**What the task requires:** Write only the number of lines below in which "scale" occurs.

Stored items:

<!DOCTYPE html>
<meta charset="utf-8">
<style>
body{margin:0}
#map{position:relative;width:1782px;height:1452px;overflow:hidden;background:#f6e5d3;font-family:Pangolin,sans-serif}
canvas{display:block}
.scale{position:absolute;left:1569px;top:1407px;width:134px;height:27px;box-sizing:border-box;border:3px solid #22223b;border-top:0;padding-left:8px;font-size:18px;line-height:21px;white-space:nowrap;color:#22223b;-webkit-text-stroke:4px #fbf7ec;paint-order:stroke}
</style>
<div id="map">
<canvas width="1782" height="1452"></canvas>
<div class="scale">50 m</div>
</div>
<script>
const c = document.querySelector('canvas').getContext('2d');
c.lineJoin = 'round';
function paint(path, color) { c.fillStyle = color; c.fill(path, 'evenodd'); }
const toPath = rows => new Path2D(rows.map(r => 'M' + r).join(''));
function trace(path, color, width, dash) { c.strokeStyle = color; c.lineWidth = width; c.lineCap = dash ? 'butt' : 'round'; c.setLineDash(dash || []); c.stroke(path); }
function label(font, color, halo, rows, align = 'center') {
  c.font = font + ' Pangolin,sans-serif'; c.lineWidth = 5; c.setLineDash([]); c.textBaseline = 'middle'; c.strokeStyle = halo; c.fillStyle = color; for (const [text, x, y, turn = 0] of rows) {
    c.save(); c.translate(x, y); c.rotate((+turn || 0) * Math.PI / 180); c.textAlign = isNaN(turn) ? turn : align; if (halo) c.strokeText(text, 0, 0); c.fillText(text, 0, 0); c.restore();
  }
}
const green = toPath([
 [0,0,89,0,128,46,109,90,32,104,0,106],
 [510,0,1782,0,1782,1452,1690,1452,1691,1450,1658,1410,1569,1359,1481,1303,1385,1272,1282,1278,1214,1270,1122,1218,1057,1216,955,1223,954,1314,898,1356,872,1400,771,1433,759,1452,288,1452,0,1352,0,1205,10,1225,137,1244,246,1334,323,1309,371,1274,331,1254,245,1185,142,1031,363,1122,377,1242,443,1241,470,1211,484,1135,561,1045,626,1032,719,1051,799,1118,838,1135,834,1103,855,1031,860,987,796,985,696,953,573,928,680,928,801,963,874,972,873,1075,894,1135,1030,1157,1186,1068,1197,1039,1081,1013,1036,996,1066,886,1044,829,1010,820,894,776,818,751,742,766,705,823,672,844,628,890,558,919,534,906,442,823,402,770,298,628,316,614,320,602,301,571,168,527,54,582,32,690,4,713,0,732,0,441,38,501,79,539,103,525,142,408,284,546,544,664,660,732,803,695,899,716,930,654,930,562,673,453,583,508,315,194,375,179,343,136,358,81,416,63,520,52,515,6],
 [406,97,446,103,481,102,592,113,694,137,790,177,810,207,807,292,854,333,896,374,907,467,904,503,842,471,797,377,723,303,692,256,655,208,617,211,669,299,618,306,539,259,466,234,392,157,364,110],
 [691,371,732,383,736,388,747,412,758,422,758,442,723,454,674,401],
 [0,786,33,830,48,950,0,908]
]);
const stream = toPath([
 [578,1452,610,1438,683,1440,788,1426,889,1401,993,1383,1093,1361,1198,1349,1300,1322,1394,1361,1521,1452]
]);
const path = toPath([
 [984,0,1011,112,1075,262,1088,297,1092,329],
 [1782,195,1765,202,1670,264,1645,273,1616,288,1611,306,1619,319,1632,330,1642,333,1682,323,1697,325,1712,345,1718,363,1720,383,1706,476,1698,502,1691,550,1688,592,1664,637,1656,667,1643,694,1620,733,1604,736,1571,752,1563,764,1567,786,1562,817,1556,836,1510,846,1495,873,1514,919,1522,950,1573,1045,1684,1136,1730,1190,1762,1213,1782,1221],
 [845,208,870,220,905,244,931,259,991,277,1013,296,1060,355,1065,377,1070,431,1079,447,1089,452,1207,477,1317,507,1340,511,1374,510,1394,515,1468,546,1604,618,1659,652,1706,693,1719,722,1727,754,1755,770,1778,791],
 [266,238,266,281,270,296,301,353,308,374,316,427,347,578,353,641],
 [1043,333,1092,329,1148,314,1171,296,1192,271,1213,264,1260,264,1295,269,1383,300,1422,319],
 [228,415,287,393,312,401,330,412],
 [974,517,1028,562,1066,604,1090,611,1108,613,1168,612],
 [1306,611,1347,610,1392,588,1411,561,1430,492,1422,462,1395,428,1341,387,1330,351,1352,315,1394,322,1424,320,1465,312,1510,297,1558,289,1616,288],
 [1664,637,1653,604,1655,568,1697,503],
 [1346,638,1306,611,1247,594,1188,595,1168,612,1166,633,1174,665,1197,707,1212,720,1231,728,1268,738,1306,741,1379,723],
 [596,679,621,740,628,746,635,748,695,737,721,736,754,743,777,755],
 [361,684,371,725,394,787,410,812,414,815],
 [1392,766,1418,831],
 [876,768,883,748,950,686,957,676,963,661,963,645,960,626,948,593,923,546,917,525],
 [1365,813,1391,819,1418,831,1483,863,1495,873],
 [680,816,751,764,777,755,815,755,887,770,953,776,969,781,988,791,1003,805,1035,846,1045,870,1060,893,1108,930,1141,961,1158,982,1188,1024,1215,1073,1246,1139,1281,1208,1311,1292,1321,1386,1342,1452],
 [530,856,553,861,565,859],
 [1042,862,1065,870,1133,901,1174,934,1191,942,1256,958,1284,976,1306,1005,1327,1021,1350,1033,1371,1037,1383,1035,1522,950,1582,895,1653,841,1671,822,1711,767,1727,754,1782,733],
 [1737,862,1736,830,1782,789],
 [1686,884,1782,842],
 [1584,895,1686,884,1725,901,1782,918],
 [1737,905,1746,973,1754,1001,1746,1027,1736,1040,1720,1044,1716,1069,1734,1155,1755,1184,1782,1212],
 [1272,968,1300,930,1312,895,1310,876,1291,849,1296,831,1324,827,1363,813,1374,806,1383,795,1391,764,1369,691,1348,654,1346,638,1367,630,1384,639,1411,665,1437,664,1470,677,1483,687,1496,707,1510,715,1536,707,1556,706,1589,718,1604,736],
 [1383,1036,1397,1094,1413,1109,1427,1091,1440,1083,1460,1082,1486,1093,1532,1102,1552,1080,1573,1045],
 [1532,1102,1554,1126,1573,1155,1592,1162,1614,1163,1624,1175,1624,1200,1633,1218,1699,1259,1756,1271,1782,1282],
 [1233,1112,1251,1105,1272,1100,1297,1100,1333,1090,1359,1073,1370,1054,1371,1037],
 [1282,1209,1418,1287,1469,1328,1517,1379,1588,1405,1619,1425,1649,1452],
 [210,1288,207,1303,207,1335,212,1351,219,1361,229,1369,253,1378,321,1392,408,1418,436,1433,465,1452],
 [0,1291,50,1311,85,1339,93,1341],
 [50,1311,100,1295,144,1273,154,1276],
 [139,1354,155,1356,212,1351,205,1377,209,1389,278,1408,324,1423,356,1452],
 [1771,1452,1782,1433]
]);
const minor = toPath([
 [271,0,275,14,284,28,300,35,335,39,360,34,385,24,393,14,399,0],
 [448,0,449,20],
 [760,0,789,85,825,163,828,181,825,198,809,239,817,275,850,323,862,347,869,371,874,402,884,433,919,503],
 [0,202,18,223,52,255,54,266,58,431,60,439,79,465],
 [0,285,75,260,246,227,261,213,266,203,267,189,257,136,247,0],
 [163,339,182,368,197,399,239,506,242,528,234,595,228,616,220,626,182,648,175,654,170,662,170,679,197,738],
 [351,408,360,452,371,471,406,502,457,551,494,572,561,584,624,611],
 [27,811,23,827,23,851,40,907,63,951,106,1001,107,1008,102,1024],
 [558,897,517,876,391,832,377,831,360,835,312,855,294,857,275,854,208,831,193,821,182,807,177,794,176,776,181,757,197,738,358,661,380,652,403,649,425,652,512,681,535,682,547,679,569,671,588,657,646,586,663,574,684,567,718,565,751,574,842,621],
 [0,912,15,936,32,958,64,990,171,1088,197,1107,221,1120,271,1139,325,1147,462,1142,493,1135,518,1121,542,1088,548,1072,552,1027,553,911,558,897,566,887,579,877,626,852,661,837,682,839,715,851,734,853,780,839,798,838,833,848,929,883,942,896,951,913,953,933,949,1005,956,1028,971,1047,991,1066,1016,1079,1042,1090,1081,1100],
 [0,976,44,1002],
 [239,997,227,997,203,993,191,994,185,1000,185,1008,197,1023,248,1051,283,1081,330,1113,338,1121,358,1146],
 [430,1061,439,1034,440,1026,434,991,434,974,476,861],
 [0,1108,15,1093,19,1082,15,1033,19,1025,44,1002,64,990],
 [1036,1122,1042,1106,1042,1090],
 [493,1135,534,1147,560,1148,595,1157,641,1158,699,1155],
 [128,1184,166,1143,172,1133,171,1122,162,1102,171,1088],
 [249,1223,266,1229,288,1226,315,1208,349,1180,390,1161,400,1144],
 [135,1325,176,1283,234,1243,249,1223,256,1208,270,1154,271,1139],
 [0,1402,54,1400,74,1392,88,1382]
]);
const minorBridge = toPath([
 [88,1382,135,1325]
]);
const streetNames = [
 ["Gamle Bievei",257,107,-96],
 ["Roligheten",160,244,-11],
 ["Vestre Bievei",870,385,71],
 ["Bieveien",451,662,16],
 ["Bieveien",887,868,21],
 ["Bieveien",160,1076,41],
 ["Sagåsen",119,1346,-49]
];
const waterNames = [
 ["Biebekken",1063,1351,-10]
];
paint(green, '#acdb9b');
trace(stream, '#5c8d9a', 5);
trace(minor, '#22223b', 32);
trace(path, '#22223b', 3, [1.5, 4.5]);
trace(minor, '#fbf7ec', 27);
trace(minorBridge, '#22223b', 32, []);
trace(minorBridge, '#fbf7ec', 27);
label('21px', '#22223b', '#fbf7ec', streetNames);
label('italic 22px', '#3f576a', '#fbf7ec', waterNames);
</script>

**Task answer:** 2